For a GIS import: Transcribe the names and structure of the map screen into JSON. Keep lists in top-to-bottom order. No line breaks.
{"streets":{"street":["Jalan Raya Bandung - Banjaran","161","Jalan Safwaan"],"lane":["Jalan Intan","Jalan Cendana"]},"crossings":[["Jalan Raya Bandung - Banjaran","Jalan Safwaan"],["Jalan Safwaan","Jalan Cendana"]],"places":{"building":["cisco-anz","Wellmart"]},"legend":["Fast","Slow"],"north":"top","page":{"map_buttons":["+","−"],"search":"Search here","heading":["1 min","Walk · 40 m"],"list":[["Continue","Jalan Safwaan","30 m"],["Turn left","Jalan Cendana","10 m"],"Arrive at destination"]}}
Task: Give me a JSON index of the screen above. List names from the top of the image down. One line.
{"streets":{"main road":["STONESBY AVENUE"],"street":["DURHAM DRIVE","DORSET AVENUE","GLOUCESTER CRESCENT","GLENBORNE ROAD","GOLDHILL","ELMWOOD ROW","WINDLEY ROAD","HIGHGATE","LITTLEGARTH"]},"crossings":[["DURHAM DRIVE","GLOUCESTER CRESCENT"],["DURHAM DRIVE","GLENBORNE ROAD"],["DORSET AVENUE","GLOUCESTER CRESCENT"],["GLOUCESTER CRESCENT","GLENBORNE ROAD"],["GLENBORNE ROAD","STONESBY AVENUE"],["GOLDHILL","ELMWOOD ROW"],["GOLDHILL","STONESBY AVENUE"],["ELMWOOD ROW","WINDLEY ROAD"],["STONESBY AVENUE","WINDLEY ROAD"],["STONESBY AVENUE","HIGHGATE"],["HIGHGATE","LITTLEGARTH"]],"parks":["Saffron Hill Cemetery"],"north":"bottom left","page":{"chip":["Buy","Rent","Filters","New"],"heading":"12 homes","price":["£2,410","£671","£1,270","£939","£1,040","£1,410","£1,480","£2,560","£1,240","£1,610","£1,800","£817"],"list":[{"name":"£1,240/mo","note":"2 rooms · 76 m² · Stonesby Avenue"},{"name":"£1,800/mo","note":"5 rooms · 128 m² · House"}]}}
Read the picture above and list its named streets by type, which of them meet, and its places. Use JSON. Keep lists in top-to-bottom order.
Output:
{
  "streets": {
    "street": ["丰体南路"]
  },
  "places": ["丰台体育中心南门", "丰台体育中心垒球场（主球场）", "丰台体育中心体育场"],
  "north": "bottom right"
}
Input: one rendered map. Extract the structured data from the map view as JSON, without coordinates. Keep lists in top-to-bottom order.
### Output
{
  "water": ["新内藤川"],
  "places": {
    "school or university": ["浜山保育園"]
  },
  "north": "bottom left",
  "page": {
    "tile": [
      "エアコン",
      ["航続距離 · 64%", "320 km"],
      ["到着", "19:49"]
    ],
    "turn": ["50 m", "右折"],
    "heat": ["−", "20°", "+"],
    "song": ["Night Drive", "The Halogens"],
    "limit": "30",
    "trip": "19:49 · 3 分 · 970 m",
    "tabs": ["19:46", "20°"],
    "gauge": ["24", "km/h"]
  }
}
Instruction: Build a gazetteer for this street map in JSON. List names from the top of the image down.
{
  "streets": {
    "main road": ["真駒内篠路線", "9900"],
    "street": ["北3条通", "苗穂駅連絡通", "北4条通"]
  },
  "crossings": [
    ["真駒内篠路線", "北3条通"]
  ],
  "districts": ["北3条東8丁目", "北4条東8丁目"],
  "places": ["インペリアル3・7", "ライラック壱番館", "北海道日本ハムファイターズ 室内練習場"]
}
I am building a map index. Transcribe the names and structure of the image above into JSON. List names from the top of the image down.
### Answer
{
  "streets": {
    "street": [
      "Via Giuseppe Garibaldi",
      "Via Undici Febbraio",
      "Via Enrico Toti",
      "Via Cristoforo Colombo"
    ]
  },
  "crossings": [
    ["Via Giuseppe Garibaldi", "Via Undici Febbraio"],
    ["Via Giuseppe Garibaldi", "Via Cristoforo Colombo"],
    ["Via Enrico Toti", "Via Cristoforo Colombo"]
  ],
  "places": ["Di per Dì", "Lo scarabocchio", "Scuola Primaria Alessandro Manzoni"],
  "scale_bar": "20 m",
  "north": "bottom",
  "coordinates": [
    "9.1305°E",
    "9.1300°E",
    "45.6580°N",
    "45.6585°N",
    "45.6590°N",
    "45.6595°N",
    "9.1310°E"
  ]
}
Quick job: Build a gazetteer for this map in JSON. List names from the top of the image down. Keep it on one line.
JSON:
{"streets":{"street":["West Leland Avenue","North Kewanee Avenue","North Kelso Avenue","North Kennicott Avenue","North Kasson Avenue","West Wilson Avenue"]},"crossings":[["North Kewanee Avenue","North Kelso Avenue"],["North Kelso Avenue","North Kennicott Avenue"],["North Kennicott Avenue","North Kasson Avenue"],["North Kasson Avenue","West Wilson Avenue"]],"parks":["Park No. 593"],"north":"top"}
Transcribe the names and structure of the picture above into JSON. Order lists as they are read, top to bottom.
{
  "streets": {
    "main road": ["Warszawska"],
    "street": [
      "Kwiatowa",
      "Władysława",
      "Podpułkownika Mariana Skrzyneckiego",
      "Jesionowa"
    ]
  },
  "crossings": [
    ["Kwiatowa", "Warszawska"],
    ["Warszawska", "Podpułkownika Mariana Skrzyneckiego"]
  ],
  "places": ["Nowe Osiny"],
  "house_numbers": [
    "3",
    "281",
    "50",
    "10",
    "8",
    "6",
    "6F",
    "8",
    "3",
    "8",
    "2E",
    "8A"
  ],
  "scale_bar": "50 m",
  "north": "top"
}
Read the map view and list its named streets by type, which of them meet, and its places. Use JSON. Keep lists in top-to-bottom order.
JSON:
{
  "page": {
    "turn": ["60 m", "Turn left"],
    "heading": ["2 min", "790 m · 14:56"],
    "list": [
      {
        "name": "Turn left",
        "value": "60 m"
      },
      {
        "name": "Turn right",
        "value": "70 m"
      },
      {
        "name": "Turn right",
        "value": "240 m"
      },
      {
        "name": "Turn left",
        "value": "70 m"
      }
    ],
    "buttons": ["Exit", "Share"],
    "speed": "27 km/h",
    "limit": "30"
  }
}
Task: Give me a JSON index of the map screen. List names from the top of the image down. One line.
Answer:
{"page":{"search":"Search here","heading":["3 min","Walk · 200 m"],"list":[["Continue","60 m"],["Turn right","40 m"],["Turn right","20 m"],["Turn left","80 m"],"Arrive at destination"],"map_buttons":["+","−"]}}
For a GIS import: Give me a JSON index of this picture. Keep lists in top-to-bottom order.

════════════════════

» **EXERCISE AIM**: All of the entries need to be given again, word for word.

» **ANSWER BELOW**:
For a GIS import: Transcribe the names and structure of the map screen into JSON. Keep lists in top-to-bottom order. No line breaks.
{"streets":{"street":["Jalan Raya Bandung - Banjaran","161","Jalan Safwaan"],"lane":["Jalan Intan","Jalan Cendana"]},"crossings":[["Jalan Raya Bandung - Banjaran","Jalan Safwaan"],["Jalan Safwaan","Jalan Cendana"]],"places":{"building":["cisco-anz","Wellmart"]},"legend":["Fast","Slow"],"north":"top","page":{"map_buttons":["+","−"],"search":"Search here","heading":["1 min","Walk · 40 m"],"list":[["Continue","Jalan Safwaan","30 m"],["Turn left","Jalan Cendana","10 m"],"Arrive at destination"]}}
Task: Give me a JSON index of the screen above. List names from the top of the image down. One line.
{"streets":{"main road":["STONESBY AVENUE"],"street":["DURHAM DRIVE","DORSET AVENUE","GLOUCESTER CRESCENT","GLENBORNE ROAD","GOLDHILL","ELMWOOD ROW","WINDLEY ROAD","HIGHGATE","LITTLEGARTH"]},"crossings":[["DURHAM DRIVE","GLOUCESTER CRESCENT"],["DURHAM DRIVE","GLENBORNE ROAD"],["DORSET AVENUE","GLOUCESTER CRESCENT"],["GLOUCESTER CRESCENT","GLENBORNE ROAD"],["GLENBORNE ROAD","STONESBY AVENUE"],["GOLDHILL","ELMWOOD ROW"],["GOLDHILL","STONESBY AVENUE"],["ELMWOOD ROW","WINDLEY ROAD"],["STONESBY AVENUE","WINDLEY ROAD"],["STONESBY AVENUE","HIGHGATE"],["HIGHGATE","LITTLEGARTH"]],"parks":["Saffron Hill Cemetery"],"north":"bottom left","page":{"chip":["Buy","Rent","Filters","New"],"heading":"12 homes","price":["£2,410","£671","£1,270","£939","£1,040","£1,410","£1,480","£2,560","£1,240","£1,610","£1,800","£817"],"list":[{"name":"£1,240/mo","note":"2 rooms · 76 m² · Stonesby Avenue"},{"name":"£1,800/mo","note":"5 rooms · 128 m² · House"}]}}
Read the picture above and list its named streets by type, which of them meet, and its places. Use JSON. Keep lists in top-to-bottom order.
Output:
{
  "streets": {
    "street": ["丰体南路"]
  },
  "places": ["丰台体育中心南门", "丰台体育中心垒球场（主球场）", "丰台体育中心体育场"],
  "north": "bottom right"
}
Input: one rendered map. Extract the structured data from the map view as JSON, without coordinates. Keep lists in top-to-bottom order.
### Output
{
  "water": ["新内藤川"],
  "places": {
    "school or university": ["浜山保育園"]
  },
  "north": "bottom left",
  "page": {
    "tile": [
      "エアコン",
      ["航続距離 · 64%", "320 km"],
      ["到着", "19:49"]
    ],
    "turn": ["50 m", "右折"],
    "heat": ["−", "20°", "+"],
    "song": ["Night Drive", "The Halogens"],
    "limit": "30",
    "trip": "19:49 · 3 分 · 970 m",
    "tabs": ["19:46", "20°"],
    "gauge": ["24", "km/h"]
  }
}
Instruction: Build a gazetteer for this street map in JSON. List names from the top of the image down.
{
  "streets": {
    "main road": ["真駒内篠路線", "9900"],
    "street": ["北3条通", "苗穂駅連絡通", "北4条通"]
  },
  "crossings": [
    ["真駒内篠路線", "北3条通"]
  ],
  "districts": ["北3条東8丁目", "北4条東8丁目"],
  "places": ["インペリアル3・7", "ライラック壱番館", "北海道日本ハムファイターズ 室内練習場"]
}
I am building a map index. Transcribe the names and structure of the image above into JSON. List names from the top of the image down.
### Answer
{
  "streets": {
    "street": [
      "Via Giuseppe Garibaldi",
      "Via Undici Febbraio",
      "Via Enrico Toti",
      "Via Cristoforo Colombo"
    ]
  },
  "crossings": [
    ["Via Giuseppe Garibaldi", "Via Undici Febbraio"],
    ["Via Giuseppe Garibaldi", "Via Cristoforo Colombo"],
    ["Via Enrico Toti", "Via Cristoforo Colombo"]
  ],
  "places": ["Di per Dì", "Lo scarabocchio", "Scuola Primaria Alessandro Manzoni"],
  "scale_bar": "20 m",
  "north": "bottom",
  "coordinates": [
    "9.1305°E",
    "9.1300°E",
    "45.6580°N",
    "45.6585°N",
    "45.6590°N",
    "45.6595°N",
    "9.1310°E"
  ]
}
Quick job: Build a gazetteer for this map in JSON. List names from the top of the image down. Keep it on one line.
JSON:
{"streets":{"street":["West Leland Avenue","North Kewanee Avenue","North Kelso Avenue","North Kennicott Avenue","North Kasson Avenue","West Wilson Avenue"]},"crossings":[["North Kewanee Avenue","North Kelso Avenue"],["North Kelso Avenue","North Kennicott Avenue"],["North Kennicott Avenue","North Kasson Avenue"],["North Kasson Avenue","West Wilson Avenue"]],"parks":["Park No. 593"],"north":"top"}
Transcribe the names and structure of the picture above into JSON. Order lists as they are read, top to bottom.
{
  "streets": {
    "main road": ["Warszawska"],
    "street": [
      "Kwiatowa",
      "Władysława",
      "Podpułkownika Mariana Skrzyneckiego",
      "Jesionowa"
    ]
  },
  "crossings": [
    ["Kwiatowa", "Warszawska"],
    ["Warszawska", "Podpułkownika Mariana Skrzyneckiego"]
  ],
  "places": ["Nowe Osiny"],
  "house_numbers": [
    "3",
    "281",
    "50",
    "10",
    "8",
    "6",
    "6F",
    "8",
    "3",
    "8",
    "2E",
    "8A"
  ],
  "scale_bar": "50 m",
  "north": "top"
}
Read the map view and list its named streets by type, which of them meet, and its places. Use JSON. Keep lists in top-to-bottom order.
JSON:
{
  "page": {
    "turn": ["60 m", "Turn left"],
    "heading": ["2 min", "790 m · 14:56"],
    "list": [
      {
        "name": "Turn left",
        "value": "60 m"
      },
      {
        "name": "Turn right",
        "value": "70 m"
      },
      {
        "name": "Turn right",
        "value": "240 m"
      },
      {
        "name": "Turn left",
        "value": "70 m"
      }
    ],
    "buttons": ["Exit", "Share"],
    "speed": "27 km/h",
    "limit": "30"
  }
}
Task: Give me a JSON index of the map screen. List names from the top of the image down. One line.
Answer:
{"page":{"search":"Search here","heading":["3 min","Walk · 200 m"],"list":[["Continue","60 m"],["Turn right","40 m"],["Turn right","20 m"],["Turn left","80 m"],"Arrive at destination"],"map_buttons":["+","−"]}}
For a GIS import: Give me a JSON index of this picture. Keep lists in top-to-bottom order.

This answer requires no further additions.